Als de ‘euro 2.0’ dan toch een hoop geld gaat kosten, zo is de gedachte nu, wil Duitsland er ook invloed voor terug krijgen. ‘Realpolitik met het chequeboekje’, wordt deze strategie al genoemd. Daarbij is ook de door de Fransen gewenste Europese economische regering niet langer onbespreekbaar. Maar dan wel volgens de Duitse regels. Dat betekent bijvoorbeeld een sterke nadruk op budgettaire discipline. Ook de nationale belastingstelsels en het arbeidsmarktbeleid zouden binnen een zekere ‘bandbreedte’ geharmoniseerd kunnen worden. Zo fantaseert de rechtse regering in Berlijn hardop over één gezamenlijke Europese pensioenleeftijd van ten minste 67 jaar.
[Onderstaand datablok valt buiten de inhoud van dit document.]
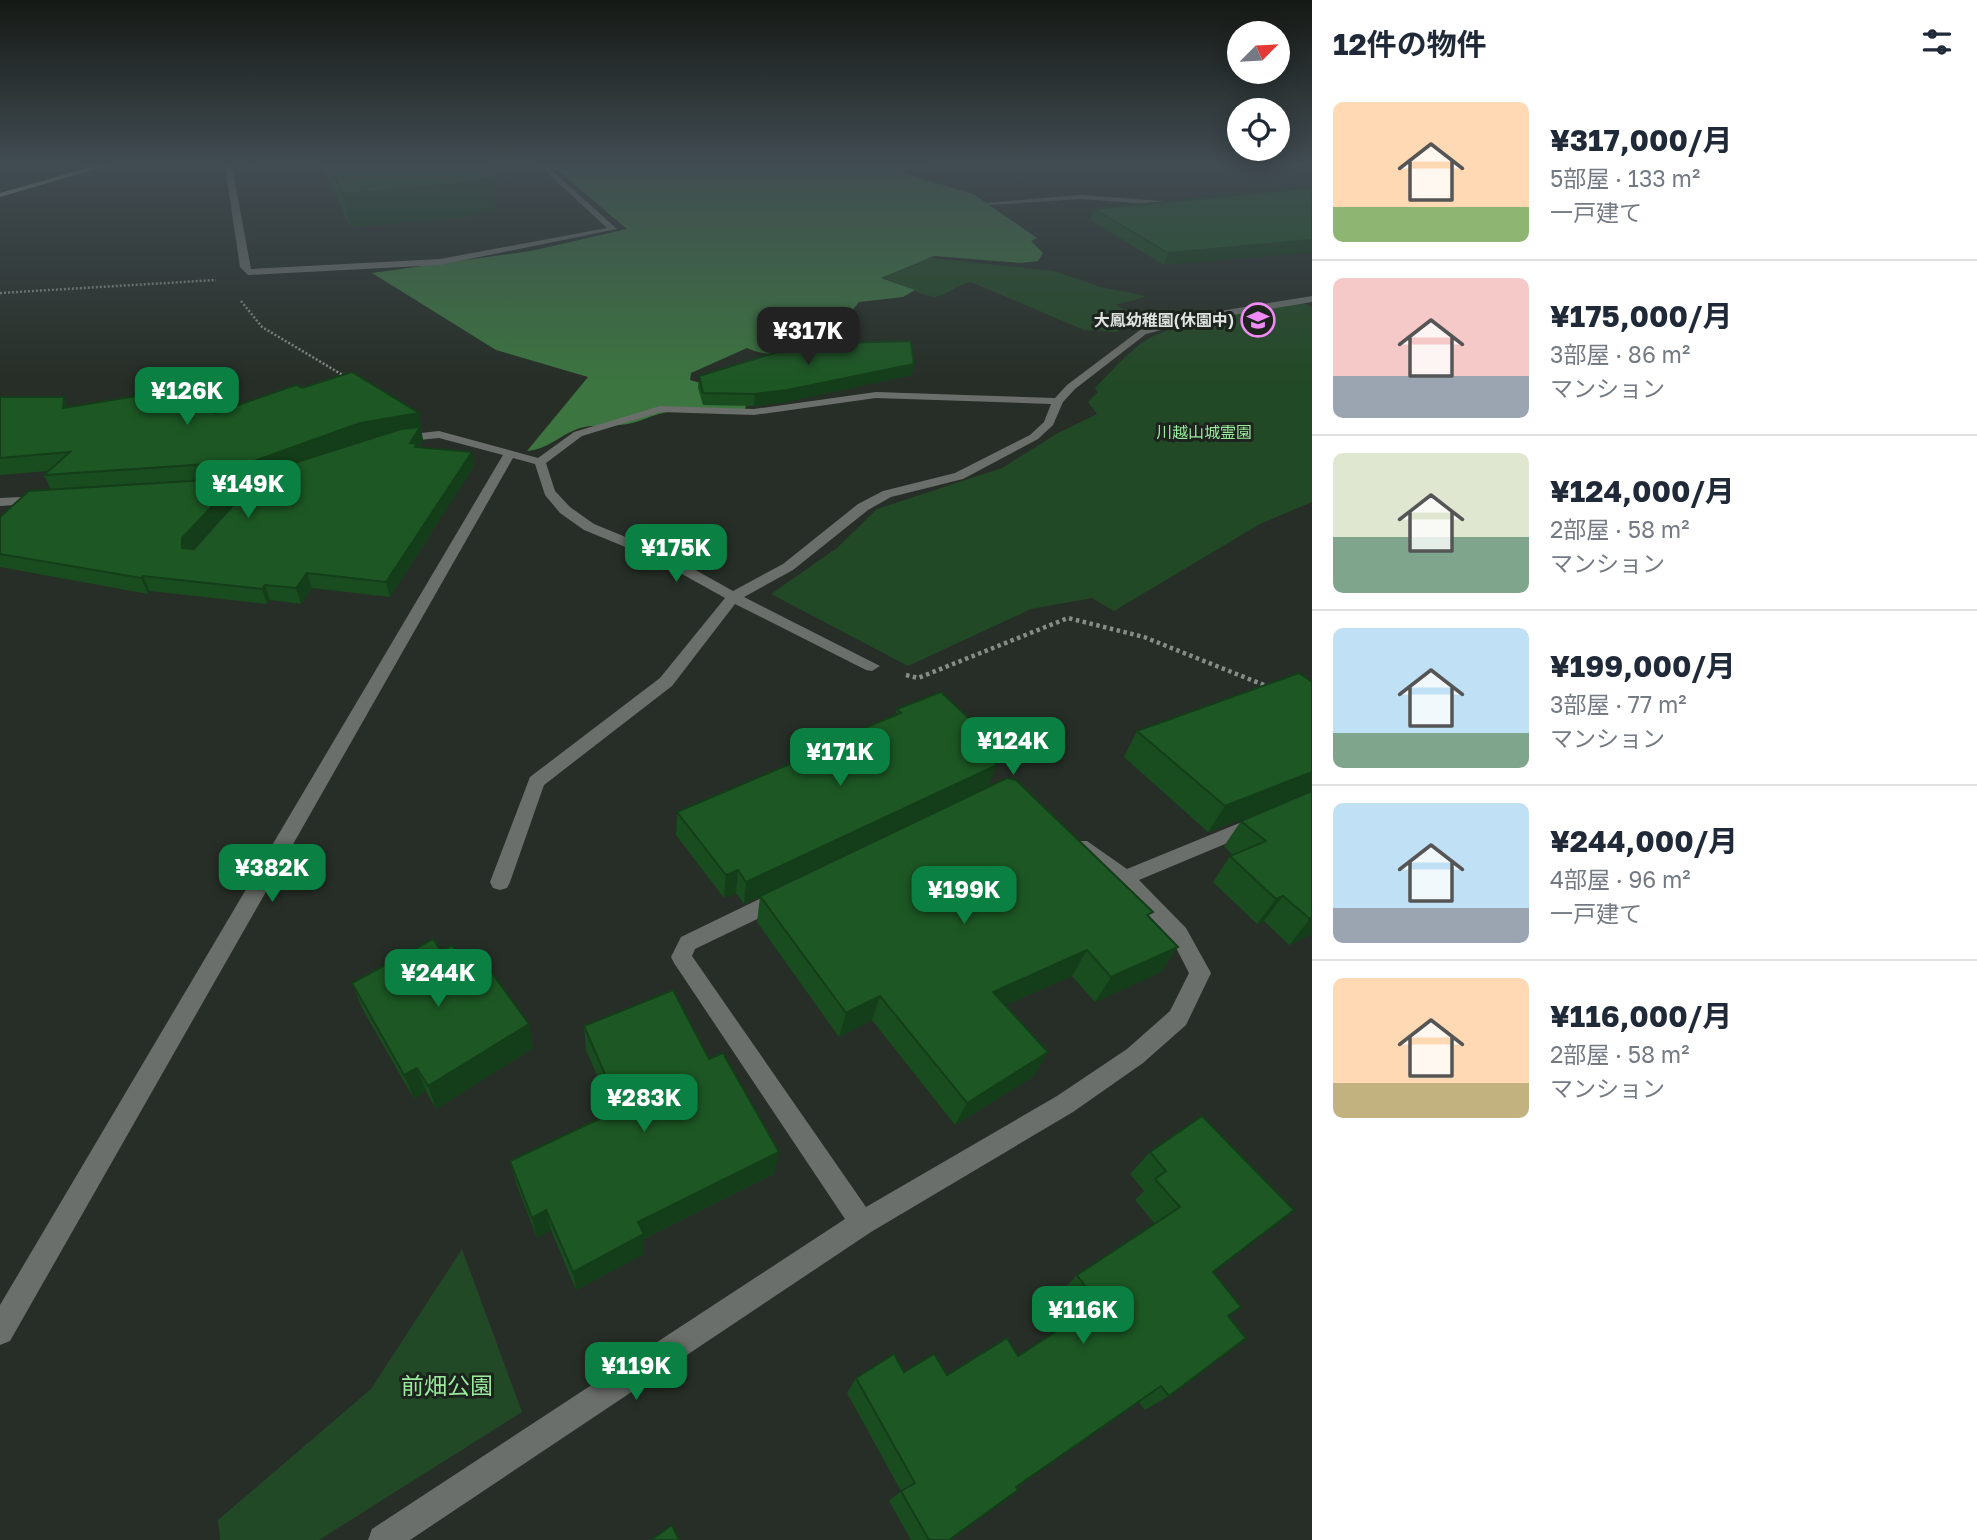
<!DOCTYPE html>
<html lang="ja">
<head>
<meta charset="utf-8">
<style>
	body { margin:0; font-family:"Golos Text","Noto Sans JP",sans-serif; background:#f6f6f7; color:#1f2937; height:100vh; display:flex; flex-direction:column; font-size:26px; white-space:nowrap }
	* { box-sizing:border-box; margin:0 }
	p { font-size:23px; color:#747a83 }
	.icon { flex:none; width:38px; height:38px; fill:none; stroke:currentColor; stroke-width:2; stroke-linecap:round; stroke-linejoin:round }
	.map { position:relative; flex:1; overflow:hidden }
	.sheet { display:flex; flex-direction:column; background:#fff; width:665px }
	.sheet>* { flex:none }
	.needle { width:46px; rotate:66deg }
	.fabs { position:absolute; left:1227px; top:21px; display:grid; gap:14px }
	.fabs a { display:grid; place-items:center; width:63px; height:63px; border-radius:50%; background:#fff; box-shadow:0 4px 18px #0003; font-size:35px }
	.price { position:absolute; translate:-50% -60px; padding:0 16px; border-radius:14px; background:#0b8043; color:#fff; font-size:23px; line-height:46px; filter:drop-shadow(0 2px 4px #0008) }
	.price::after { content:''; position:absolute; left:50%; top:42px; width:21px; height:16px; margin-left:-10px; background:inherit; clip-path:polygon(0 0,100% 0,50% 100%) }
	.price.active { background:#222; color:#fff }
	ul { padding:0; list-style:none }
	li { display:flex; align-items:center; gap:21px; height:175px; padding:0 21px }
	li+li { border-top:2px solid #e0e1e3 }
	li span { display:grid; place-items:center; flex:none; width:196px; height:140px; border-radius:10px; color:#555 }
	li>.icon { margin-inline-start:auto }
	span .icon { width:84px; height:84px; fill:#fffc; stroke-width:1 }
	li b { font-size:30px }
	h2 { display:flex; justify-content:space-between; align-items:center; height:84px; padding:0 21px; font-size:30px }
	main { display:flex; flex:1; min-height:0 }
	.map>svg:first-child { display:block }
</style>
</head>
<body>
<main>
<div class="map">
<svg width="1312" height="1540" viewBox="0 0 1312 1540">
	<rect width="100%" height="100%" fill="#272e27"/>
	<!-- green -->
	<g fill="#224925">
		<path d="M 931,258 L 1054,271 L 1101,287 L 1141,295 L 1145,297 L 1115,305 L 1146,320 L 1116,332 L 1084,330 L 971,282 C 958,284 947,295 935,297 C 925,298 898,281 882,278 Z"/>
		<path d="M 1304,303 L 1312,307 L 1312,502 L 1260,524 L 1114,611 L 1092,598 L 1031,609 L 908,666 L 771,594 L 837,548 L 877,509 L 1002,468 L 1058,433 L 1097,414 L 1088,402 L 1098,392 L 1095,388 C 1113,370 1133,345 1156,335 C 1198,315 1258,311 1304,303 Z"/>
		<polygon points="462,1249 522,1412 319,1540 220,1540 218,1520 371,1389"/>
	</g>
	<!-- forest -->
	<path fill="#3c7540" d="M 552,166 L 930,166 L 905,169 L 903,173 L 973,194 L 1037,238 L 1031,241 L 1043,253 L 1038,261 L 1021,263 L 934,256 L 881,278 L 915,290 L 903,297 L 859,302 L 852,311 L 830,324 L 851,335 C 817,346 782,364 747,348 L 691,373 L 690,380 L 714,387 L 746,406 L 744,411 C 715,409 687,406 659,414 C 648,417 639,422 628,424 C 612,427 595,424 580,428 C 561,434 549,449 527,451 L 588,377 L 496,350 L 372,273 L 531,251 L 627,229 Z"/>
	<g fill="none" stroke-linecap="round" stroke-linejoin="round">
		<!-- path-far1 -->
		<g stroke="#868c86" stroke-width="2.5" stroke-dasharray="2 2" stroke-linecap="butt">
			<polyline points="0,293 216,280"/>
			<polyline points="241,301 262,327 346,377"/>
		</g>
		<!-- path -->
		<polyline stroke="#868c86" stroke-width="4.5" stroke-dasharray="3.5 3.5" stroke-linecap="butt" points="906,675 918,678 1068,618 1144,637 1269,687"/>
		<!-- minor -->
		<g fill="#6b6f6b" fill-rule="evenodd">
			<polygon points="225,166 232,166 251,269 440,259 607,228 540,166 547,166 617,229 440,265 248,275 240,267"/>
			<polygon points="1080,195 1177,202 1181,204 1177,206 1080,199 990,205 986,203"/>
			<path d="M 1312,296 L 1312,302 L 1196,321 L 1146,334 L 1075,389 L 1063,402 L 1053,425 L 1038,439 L 963,479 L 891,497 L 868,510 L 793,570 L 744,597 L 880,666 L 872,671 L 866,670 L 735,604 L 672,686 L 544,785 L 510,882 L 507,888 L 500,890 L 493,888 L 490,882 L 530,777 L 660,678 L 725,598 L 657,560 L 584,530 L 560,513 L 545,495 L 535,464 L 513,458 L 10,1341 L 0,1345 L 0,1305 L 503,455 L 439,438 L 398,442 L 392,438 L 394,436 L 439,431 L 538,458 L 574,432 L 660,406 L 754,409 L 876,392 L 1055,398 L 1067,385 L 1140,330 L 1195,315 ZM 876,398 L 1051,404 L 1044,422 L 1030,435 L 955,473 L 883,491 L 858,504 L 783,564 L 733,591 L 667,554 L 594,524 L 570,507 L 555,491 L 546,463 L 582,436 L 661,412 L 754,415 Z"/>
			<polygon points="275,476 281,480 279,483 220,491 214,487 220,483"/>
			<polygon points="42,496 48,500 47,503 0,506 0,498"/>
			<polygon points="1254,817 1261,819 1263,824 1261,829 1139,880 1186,928 1211,973 1186,1025 1143,1063 1073,1112 871,1232 410,1540 368,1540 372,1529 845,1219 674,963 671,957 681,937 772,893 779,891 786,893 789,899 786,905 695,949 692,956 866,1207 1057,1096 1127,1049 1170,1011 1189,973 1172,940 1118,883 1073,851 1071,846 1073,841 1087,841 1127,869"/>
		</g>
		<!-- major -->
		<polygon fill="#a9b1a9" fill-rule="evenodd" points="94,166 106,166 0,197 0,193"/>
	</g>
	<!-- wall -->
	<g fill="#194c1f" fill-rule="evenodd">
		<polygon points="323,166 483,166 496,211 471,213 472,216 350,227"/>
		<polygon points="1312,188 1164,265 1090,220 1094,209"/>
		<polygon points="912,375 786,402 754,406 703,405 698,388 699,376"/>
		<path d="M 302,388 L 419,413 L 423,441 L 419,447 L 474,466 L 390,597 L 312,588 L 301,604 L 270,600 L 267,604 L 150,591 L 148,594 L 0,567 L 0,517 L 51,490 L 44,475 L 48,471 L 0,475 L 0,397 L 69,407 L 141,405 L 203,395 L 206,405 L 213,404 L 216,413 ZM 372,438 L 341,448 L 364,440 ZM 266,475 L 194,549 L 192,548 L 244,492 L 239,479 L 259,477 Z"/>
		<polygon points="1299,673 1312,934 1289,945 1264,921 1257,924 1213,882 1230,856 1233,855 1224,846 1241,821 1295,798 1208,832 1124,757 1137,731"/>
		<polygon points="897,709 990,738 985,754 988,787 1150,917 1161,972 1095,1002 1072,976 1006,1005 1034,1076 955,1125 872,1020 839,1037 757,922 760,897 744,904 736,893 724,898 676,835 677,812 793,762 794,757 896,715"/>
		<polygon points="441,951 462,958 529,1024 533,1048 436,1109 426,1091 414,1099 362,1008 352,983"/>
		<polygon points="584,1026 709,1059 774,1174 644,1239 644,1254 576,1290 551,1230 537,1238 516,1183 510,1161 613,1112 586,1050"/>
		<polygon points="1202,1116 1213,1272 1228,1316 1169,1396 1145,1410 1138,1401 1016,1487 949,1540 911,1540 889,1501 901,1491 847,1393 856,1378 904,1372 947,1375 1018,1356 1077,1318 1059,1294 1077,1275 1155,1224 1135,1200 1144,1191 1130,1174 1150,1152"/>
	</g>
	<!-- shaded-wall -->
	<g fill="#143e19">
		<polygon points="492,178 496,211 471,213 472,216 350,227 343,194"/>
		<polygon points="1312,240 1312,252 1164,265 1168,253"/>
		<polygon points="914,364 912,375 786,402 754,406 755,394"/>
		<polygon points="64,397 72,413 63,408"/>
		<polygon points="419,413 423,441 418,450 410,443 419,429 364,440 259,477 254,461 360,423"/>
		<polygon points="472,452 474,466 390,597 386,582"/>
		<polygon points="239,478 244,492 188,553 182,548 182,538"/>
		<polygon points="307,573 312,588 301,604 296,588"/>
		<polygon points="143,576 150,591 148,594 141,578"/>
		<polygon points="265,585 270,600 267,604 262,589"/>
		<polygon points="990,738 982,762 975,744"/>
		<polygon points="997,765 988,788 744,904 746,882"/>
		<polygon points="1312,772 1312,791 1208,832 1225,806"/>
		<polygon points="738,870 736,893 724,898 726,875"/>
		<polygon points="1283,896 1264,921 1257,924 1276,899"/>
		<polygon points="1312,918 1312,934 1289,945 1310,919"/>
		<polygon points="1178,947 1161,972 1095,1002 1111,977"/>
		<polygon points="1087,950 1072,976 981,1016 993,992"/>
		<polygon points="880,996 872,1020 839,1037 846,1013"/>
		<polygon points="529,1024 533,1048 436,1109 428,1086"/>
		<polygon points="1048,1052 1034,1076 955,1125 967,1103"/>
		<polygon points="417,1068 426,1091 414,1099 404,1075"/>
		<polygon points="779,1152 774,1174 644,1239 644,1254 576,1290 573,1272 638,1222"/>
		<polygon points="546,1210 551,1230 537,1238 532,1218"/>
	</g>
	<!-- building -->
	<g fill="#1d5824" stroke="#143e19" stroke-width="2">
		<polygon points="330,166 483,166 492,178 466,181 468,183 343,194"/>
		<polygon points="1312,188 1312,240 1168,253 1094,209"/>
		<polygon points="911,341 914,364 787,390 755,394 703,393 699,376 804,344"/>
		<polygon points="352,372 419,413 360,423 254,461 44,475 70,452 0,458 0,397 64,397 63,408 137,396 138,406 203,395 205,405 213,404 215,413 296,385 302,388"/>
		<polygon points="420,427 410,443 417,444 415,447 472,452 386,582 307,573 296,588 265,585 262,589 143,576 141,578 0,554 0,517 29,491 239,478 182,538 182,548 194,549 252,484 275,469 401,429"/>
		<polygon points="1299,673 1312,682 1312,772 1225,806 1137,731"/>
		<polygon points="941,692 990,738 975,744 997,765 746,882 738,870 726,875 677,812 797,761 794,757 901,713 897,709"/>
		<polygon points="1007,778 1016,780 1153,912 1147,915 1178,947 1111,977 1087,950 993,992 1048,1052 967,1103 880,996 846,1013 760,896"/>
		<polygon points="1312,791 1312,918 1310,919 1283,896 1276,899 1230,856 1266,841 1241,821"/>
		<polygon points="433,939 441,951 452,945 462,958 476,951 529,1024 428,1086 417,1068 404,1075 352,983"/>
		<polygon points="673,990 709,1059 723,1053 779,1152 638,1222 644,1234 573,1272 546,1210 532,1218 510,1161 620,1109 584,1026"/>
		<polygon points="1202,1116 1294,1210 1213,1272 1241,1307 1228,1316 1246,1338 1169,1396 1161,1386 1016,1487 1018,1490 949,1540 929,1540 901,1491 915,1483 856,1378 894,1354 904,1372 934,1354 947,1375 1007,1338 1018,1356 1098,1304 1077,1275 1180,1207 1155,1179 1166,1171 1150,1152"/>
		<polygon points="672,1525 679,1540 651,1540"/>
	</g>
	<!-- sky -->
	<linearGradient id="sky" x2="0" y2="1"><stop stop-color="#151915"/><stop offset="0.43" stop-color="#414c52"/><stop offset="1" stop-color="#414c52" stop-opacity="0"/></linearGradient>
	<rect width="1312" height="382" fill="url(#sky)"/>
	<!-- icons -->
	<defs>
		<symbol id="school-ring" viewBox="-11 -11 22 22"><circle r="9.5" fill="#1d241e" stroke="#f08bf5" stroke-width="1.5"/><path d="M0-5L7-2L0 1L-7-2ZM-4 1L0 2.5L4 1V4Q0 6-4 4Z" fill="#f08bf5"/></symbol>
	</defs>
	<g fill-rule="evenodd">
		<use href="#school-ring" x="1239" y="301" width="38" height="38"/>
	</g>
	<g text-anchor="middle" stroke-width="6" stroke-linejoin="round" paint-order="stroke">
		<!-- far-poi labels -->
		<g font-size="16" font-weight="bold" fill="#e0e4e0" stroke="#1d241e" text-anchor="end">
			<text x="1234" y="326">大鳳幼稚園(休園中)</text>
		</g>
		<!-- far-park labels -->
		<g font-size="16" fill="#99ea9d" stroke="#1d241e">
			<text x="1204" y="438">川越山城霊園</text>
		</g>
		<!-- near-park labels -->
		<g font-size="23" fill="#99ea9d" stroke="#1d241e">
			<text x="447" y="1394">前畑公園</text>
		</g>
	</g>
</svg>
<div class="fabs">
<a><svg class="needle" viewBox="-14 -14 28 28"><path d="M0-13l5 13h-10z" fill="#e53935"/><path d="M0 13l5-13h-10z" fill="#747a83"/></svg></a>
<a><svg class="icon" aria-label="locate" viewBox="0 0 24 24"><circle cx="12" cy="12" r="6"/><path d="M12 2v4M12 18v4M2 12h4M18 12h4"/></svg></a>
</div>
<b class="price active" style="left:808px;top:367px">¥317K</b>
<b class="price" style="left:187px;top:427px">¥126K</b>
<b class="price" style="left:248px;top:520px">¥149K</b>
<b class="price" style="left:676px;top:584px">¥175K</b>
<b class="price" style="left:1013px;top:777px">¥124K</b>
<b class="price" style="left:840px;top:788px">¥171K</b>
<b class="price" style="left:272px;top:904px">¥382K</b>
<b class="price" style="left:964px;top:926px">¥199K</b>
<b class="price" style="left:438px;top:1009px">¥244K</b>
<b class="price" style="left:644px;top:1134px">¥283K</b>
<b class="price" style="left:1083px;top:1346px">¥116K</b>
<b class="price" style="left:636px;top:1402px">¥119K</b>
</div>
<section class="sheet">
<h2>12件の物件<svg class="icon" aria-label="filters" viewBox="0 0 24 24"><path d="M4 7h16M4 17h16"/><circle cx="9" cy="7" r="2"/><circle cx="15" cy="17" r="2"/></svg></h2>
<ul>
<li><span style="background:linear-gradient(#ffd9b3 75%,#8fb573 0)"><svg class="icon" aria-label="home" viewBox="0 0 24 24"><path d="M3 11l9-7 9 7M6 9v11h12V9"/></svg></span><div><b>¥317,000/月</b><p>5部屋 · 133 m²</p><p>一戸建て</p></div></li>
<li><span style="background:linear-gradient(#f6c9c9 70%,#9aa5b1 0)"><svg class="icon" aria-label="home" viewBox="0 0 24 24"><path d="M3 11l9-7 9 7M6 9v11h12V9"/></svg></span><div><b>¥175,000/月</b><p>3部屋 · 86 m²</p><p>マンション</p></div></li>
<li><span style="background:linear-gradient(#dfe7d0 60%,#7fa58c 0)"><svg class="icon" aria-label="home" viewBox="0 0 24 24"><path d="M3 11l9-7 9 7M6 9v11h12V9"/></svg></span><div><b>¥124,000/月</b><p>2部屋 · 58 m²</p><p>マンション</p></div></li>
<li><span style="background:linear-gradient(#bfe0f5 75%,#7fa58c 0)"><svg class="icon" aria-label="home" viewBox="0 0 24 24"><path d="M3 11l9-7 9 7M6 9v11h12V9"/></svg></span><div><b>¥199,000/月</b><p>3部屋 · 77 m²</p><p>マンション</p></div></li>
<li><span style="background:linear-gradient(#bfe0f5 75%,#9aa5b1 0)"><svg class="icon" aria-label="home" viewBox="0 0 24 24"><path d="M3 11l9-7 9 7M6 9v11h12V9"/></svg></span><div><b>¥244,000/月</b><p>4部屋 · 96 m²</p><p>一戸建て</p></div></li>
<li><span style="background:linear-gradient(#ffd9b3 75%,#c2b280 0)"><svg class="icon" aria-label="home" viewBox="0 0 24 24"><path d="M3 11l9-7 9 7M6 9v11h12V9"/></svg></span><div><b>¥116,000/月</b><p>2部屋 · 58 m²</p><p>マンション</p></div></li>
</ul>
</section>
</main>
</body>
</html>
Erg democratisch klinkt dat niet. De Duitsers willen minder Europa, maar krijgen door de eurocrisis juist méér. Dat zou niet voor het eerst zijn, zoals in het Duitse debat is opgemerkt. Europa leeft van crises. Op de eurosclerose van de jaren zeventig en tachtig volgden de gemeenschappelijke binnenmarkt en munteenheid. Het resultaat van de huidige Euro-moeheid lijkt niets minder dan een economische superregering te zijn.
Ook Guérot kan zich voorstellen dat Duitsland afkoerst op zo'n scenario: ‘Ik geloof zeker dat Duitsland serieus nadenkt over een economische regering voor Europa. Die wil het niet over zich heen laten komen, maar zelf actief vorm geven. Soliditeit in ruil voor solidariteit, zoiets.’ Want Duitsland zal niet voor niets de portemonnee trekken, waarschuwt ze: ‘Europa moet zich erop instellen dat het oude Duitsland niet meer bestaat. Europe at any price is voorbij. We spelen nu Europe at German price.’